____ Records provided

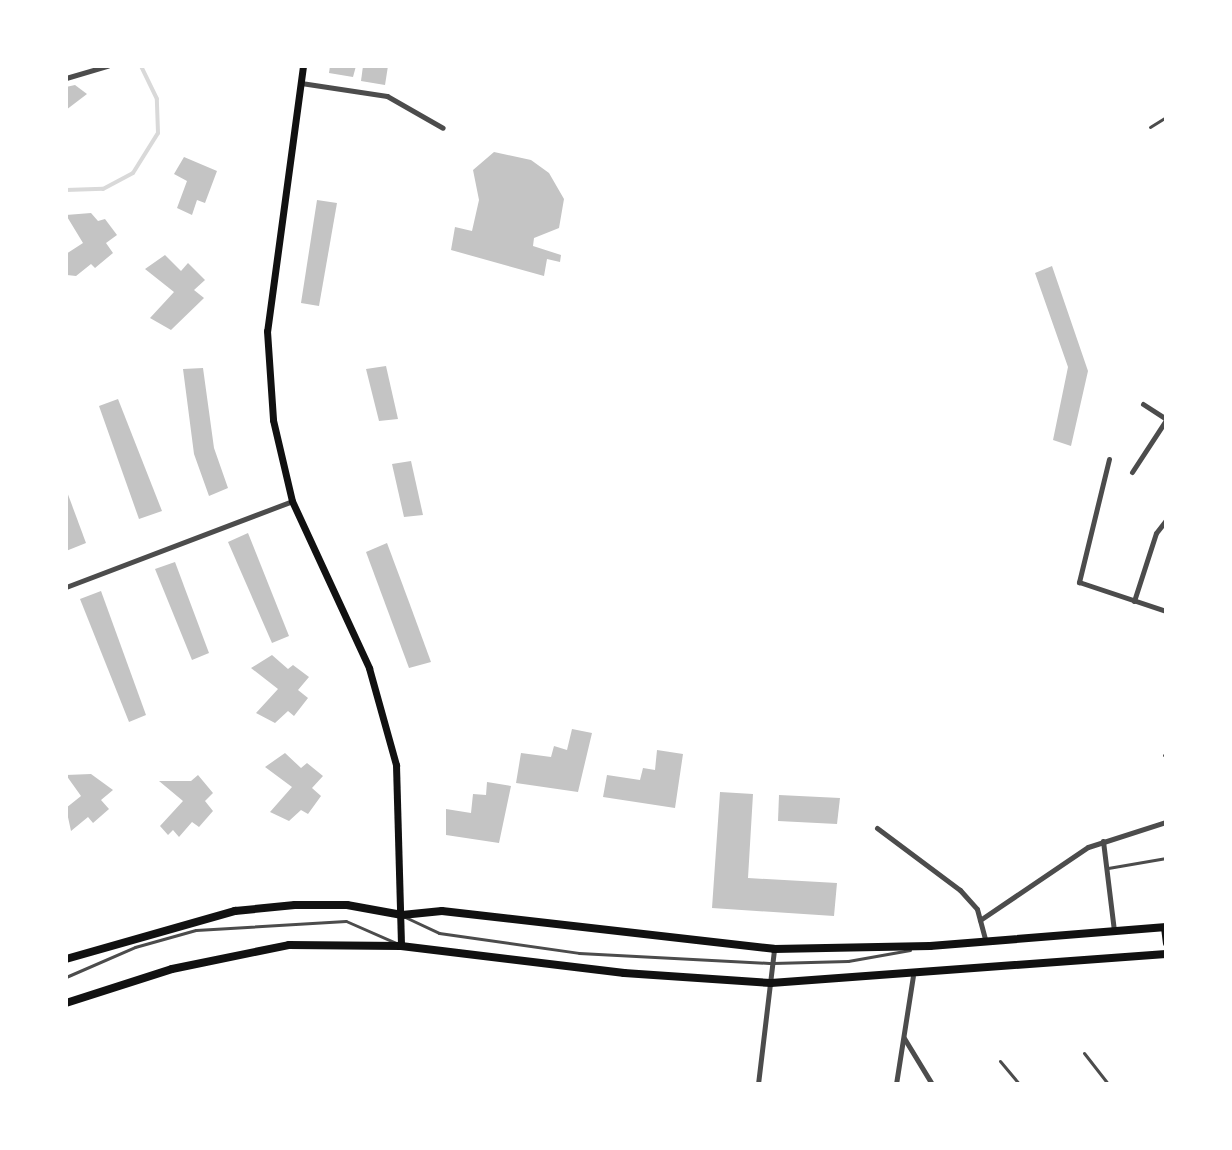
<!DOCTYPE html>
<style>
body{margin:0}
#map{position:relative;width:1232px;height:1150px;overflow:hidden;background:#fff;font-family:Barlow,sans-serif}
div>[style]{position:absolute}
.stream>*{height:4px;margin:-2px;padding:0 2px;transform-origin:2px;border-radius:2px;background:#d9d9d9}
.building>*{inset:0;background:#c4c4c4}
.service>*{height:3px;margin:-1.5px;padding:0 1.5px;transform-origin:1.5px;border-radius:1.5px;background:#4c4c4c}
.minor>*{height:5px;margin:-2.5px;padding:0 2.5px;transform-origin:2.5px;border-radius:2.5px;background:#4c4c4c}
.secondary>*{height:7px;margin:-3.5px;padding:0 3.5px;transform-origin:3.5px;border-radius:3.5px;background:#111}
.primary>*{height:8px;margin:-4px;padding:0 4px;transform-origin:4px;border-radius:4px;background:#111}
span{translate:-50% -50%;white-space:nowrap;text-align:center;line-height:1.15;-webkit-text-stroke:6px #fff;paint-order:stroke}
.frame{position:absolute;inset:0;border:68px solid #fff;pointer-events:none}
</style>
<div id="map">
<div class="stream">
<i style="left:66px;top:190px;width:37px;rotate:-2deg"></i>
<i style="left:103px;top:189px;width:34px;rotate:-28deg"></i>
<i style="left:133px;top:173px;width:47px;rotate:-58deg"></i>
<i style="left:158px;top:133px;width:34px;rotate:-92deg"></i>
<i style="left:157px;top:99px;width:37px;rotate:-116deg"></i>
</div>
<div class="building">
<i style="clip-path:polygon(330px 66px,356px 66px,353px 77px,329px 73px)"></i>
<i style="clip-path:polygon(363px 66px,388px 66px,385px 85px,361px 81px)"></i>
<i style="clip-path:polygon(75px 85px,87px 94px,66px 110px,66px 87px)"></i>
<i style="clip-path:polygon(494px 152px,531px 160px,549px 173px,564px 199px,559px 228px,534px 238px,533px 246px,561px 255px,560px 262px,547px 259px,544px 276px,451px 250px,455px 227px,472px 231px,479px 200px,473px 170px)"></i>
<i style="clip-path:polygon(184px 157px,217px 171px,205px 203px,197px 200px,192px 215px,177px 208px,187px 181px,174px 174px)"></i>
<i style="clip-path:polygon(317px 200px,337px 203px,319px 306px,301px 303px)"></i>
<i style="clip-path:polygon(91px 213px,98px 221px,105px 219px,117px 235px,106px 243px,113px 253px,95px 268px,91px 264px,76px 276px,67px 275px,66px 254px,83px 243px,66px 215px)"></i>
<i style="clip-path:polygon(165px 255px,181px 271px,188px 263px,205px 280px,194px 290px,204px 298px,171px 330px,150px 318px,174px 292px,145px 269px)"></i>
<i style="clip-path:polygon(1052px 266px,1088px 371px,1071px 446px,1053px 440px,1068px 367px,1035px 273px)"></i>
<i style="clip-path:polygon(386px 366px,398px 419px,379px 421px,366px 369px)"></i>
<i style="clip-path:polygon(203px 368px,214px 448px,228px 488px,209px 496px,194px 454px,183px 369px)"></i>
<i style="clip-path:polygon(118px 399px,162px 511px,139px 519px,99px 406px)"></i>
<i style="clip-path:polygon(411px 461px,423px 515px,404px 517px,392px 464px)"></i>
<i style="clip-path:polygon(66px 489px,86px 543px,66px 551px)"></i>
<i style="clip-path:polygon(248px 533px,289px 636px,272px 643px,228px 542px)"></i>
<i style="clip-path:polygon(387px 543px,409px 602px,431px 662px,409px 668px,366px 552px)"></i>
<i style="clip-path:polygon(175px 562px,209px 653px,192px 660px,155px 569px)"></i>
<i style="clip-path:polygon(101px 591px,146px 715px,129px 722px,80px 599px)"></i>
<i style="clip-path:polygon(272px 655px,288px 669px,293px 665px,309px 677px,298px 690px,308px 698px,294px 716px,288px 711px,275px 723px,256px 713px,278px 689px,251px 668px)"></i>
<i style="clip-path:polygon(572px 729px,592px 733px,578px 792px,516px 783px,521px 753px,551px 757px,554px 746px,567px 750px)"></i>
<i style="clip-path:polygon(657px 750px,683px 754px,675px 808px,603px 797px,607px 775px,640px 780px,643px 768px,655px 770px)"></i>
<i style="clip-path:polygon(285px 753px,301px 768px,307px 763px,323px 776px,312px 788px,321px 796px,308px 814px,301px 810px,289px 821px,270px 812px,292px 787px,265px 767px)"></i>
<i style="clip-path:polygon(91px 774px,113px 790px,101px 800px,109px 809px,93px 823px,88px 817px,71px 831px,66px 808px,81px 796px,66px 775px)"></i>
<i style="clip-path:polygon(198px 775px,213px 793px,205px 801px,213px 811px,199px 827px,192px 822px,179px 837px,173px 830px,168px 835px,160px 826px,183px 801px,159px 781px,191px 781px)"></i>
<i style="clip-path:polygon(487px 782px,511px 786px,499px 843px,446px 835px,446px 809px,471px 813px,473px 794px,486px 795px)"></i>
<i style="clip-path:polygon(720px 792px,753px 794px,748px 878px,837px 883px,834px 916px,712px 908px)"></i>
<i style="clip-path:polygon(779px 795px,840px 798px,837px 824px,778px 821px)"></i>
</div>
<div class="service">
<i style="left:1150px;top:127px;width:19px;rotate:-32deg"></i>
<i style="left:1164px;top:755px;width:2px;rotate:-27deg"></i>
<i style="left:1108px;top:868px;width:59px;rotate:-9.8deg"></i>
<i style="left:405px;top:917px;width:38px;rotate:25deg"></i>
<i style="left:439px;top:933px;width:141px;rotate:8.1deg"></i>
<i style="left:579px;top:953px;width:194px;rotate:3deg"></i>
<i style="left:773px;top:963px;width:75px;rotate:-1.5deg"></i>
<i style="left:848px;top:961px;width:63px;rotate:-10.1deg"></i>
<i style="left:66px;top:977px;width:75px;rotate:-23.5deg"></i>
<i style="left:135px;top:947px;width:63px;rotate:-15.6deg"></i>
<i style="left:196px;top:930px;width:150px;rotate:-3.4deg"></i>
<i style="left:346px;top:921px;width:55px;rotate:23.7deg"></i>
<i style="left:1084px;top:1053px;width:39px;rotate:52deg"></i>
<i style="left:1000px;top:1061px;width:30px;rotate:50deg"></i>
</div>
<div class="minor">
<i style="left:66px;top:78px;width:43px;rotate:-16.3deg"></i>
<i style="left:301px;top:83px;width:87px;rotate:8.6deg"></i>
<i style="left:387px;top:96px;width:64px;rotate:29.7deg"></i>
<i style="left:1143px;top:404px;width:27px;rotate:33deg"></i>
<i style="left:1109px;top:459px;width:127px;rotate:103.7deg"></i>
<i style="left:1079px;top:582px;width:92px;rotate:18.4deg"></i>
<i style="left:1132px;top:472px;width:62px;rotate:-56.8deg"></i>
<i style="left:66px;top:587px;width:242px;rotate:-20.8deg"></i>
<i style="left:1134px;top:601px;width:71px;rotate:-72.1deg"></i>
<i style="left:1156px;top:533px;width:16px;rotate:-52deg"></i>
<i style="left:877px;top:828px;width:104px;rotate:36.8deg"></i>
<i style="left:960px;top:890px;width:25px;rotate:48deg"></i>
<i style="left:977px;top:909px;width:31px;rotate:75deg"></i>
<i style="left:1103px;top:841px;width:91px;rotate:83deg"></i>
<i style="left:980px;top:920px;width:130px;rotate:-34.1deg"></i>
<i style="left:1088px;top:847px;width:82px;rotate:-17.8deg"></i>
<i style="left:904px;top:1038px;width:54px;rotate:58.7deg"></i>
<i style="left:758px;top:1084px;width:136px;rotate:-83.2deg"></i>
<i style="left:896px;top:1084px;width:109px;rotate:-81.1deg"></i>
</div>
<div class="secondary">
<i style="left:303px;top:66px;width:267px;rotate:97.7deg"></i>
<i style="left:267px;top:331px;width:89px;rotate:86.1deg"></i>
<i style="left:273px;top:420px;width:83px;rotate:76.8deg"></i>
<i style="left:292px;top:501px;width:184px;rotate:65.2deg"></i>
<i style="left:369px;top:668px;width:101px;rotate:74.4deg"></i>
<i style="left:396px;top:765px;width:181px;rotate:88.4deg"></i>
<i style="left:1164px;top:927px;width:16px;rotate:83deg"></i>
</div>
<div class="primary">
<i style="left:66px;top:959px;width:176px;rotate:-15.9deg"></i>
<i style="left:235px;top:911px;width:60px;rotate:-5.7deg"></i>
<i style="left:295px;top:905px;width:52px"></i>
<i style="left:347px;top:905px;width:56px;rotate:10.3deg"></i>
<i style="left:402px;top:915px;width:40px;rotate:-5.7deg"></i>
<i style="left:442px;top:911px;width:334px;rotate:6.5deg"></i>
<i style="left:774px;top:949px;width:156px;rotate:-1.1deg"></i>
<i style="left:930px;top:946px;width:237px;rotate:-4.6deg"></i>
<i style="left:66px;top:1003px;width:111px;rotate:-17.8deg"></i>
<i style="left:172px;top:969px;width:119px;rotate:-11.6deg"></i>
<i style="left:289px;top:945px;width:112px;rotate:0.5deg"></i>
<i style="left:401px;top:946px;width:225px;rotate:6.9deg"></i>
<i style="left:624px;top:973px;width:147px;rotate:3.9deg"></i>
<i style="left:771px;top:983px;width:396px;rotate:-4.2deg"></i>
</div>
<div class="frame"></div>
</div>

________

Scan the listing above for the word "service" and show each line where it is found.

.service>*{height:3px;margin:-1.5px;padding:0 1.5px;transform-origin:1.5px;border-radius:1.5px;background:#4c4c4c}
<div class="service">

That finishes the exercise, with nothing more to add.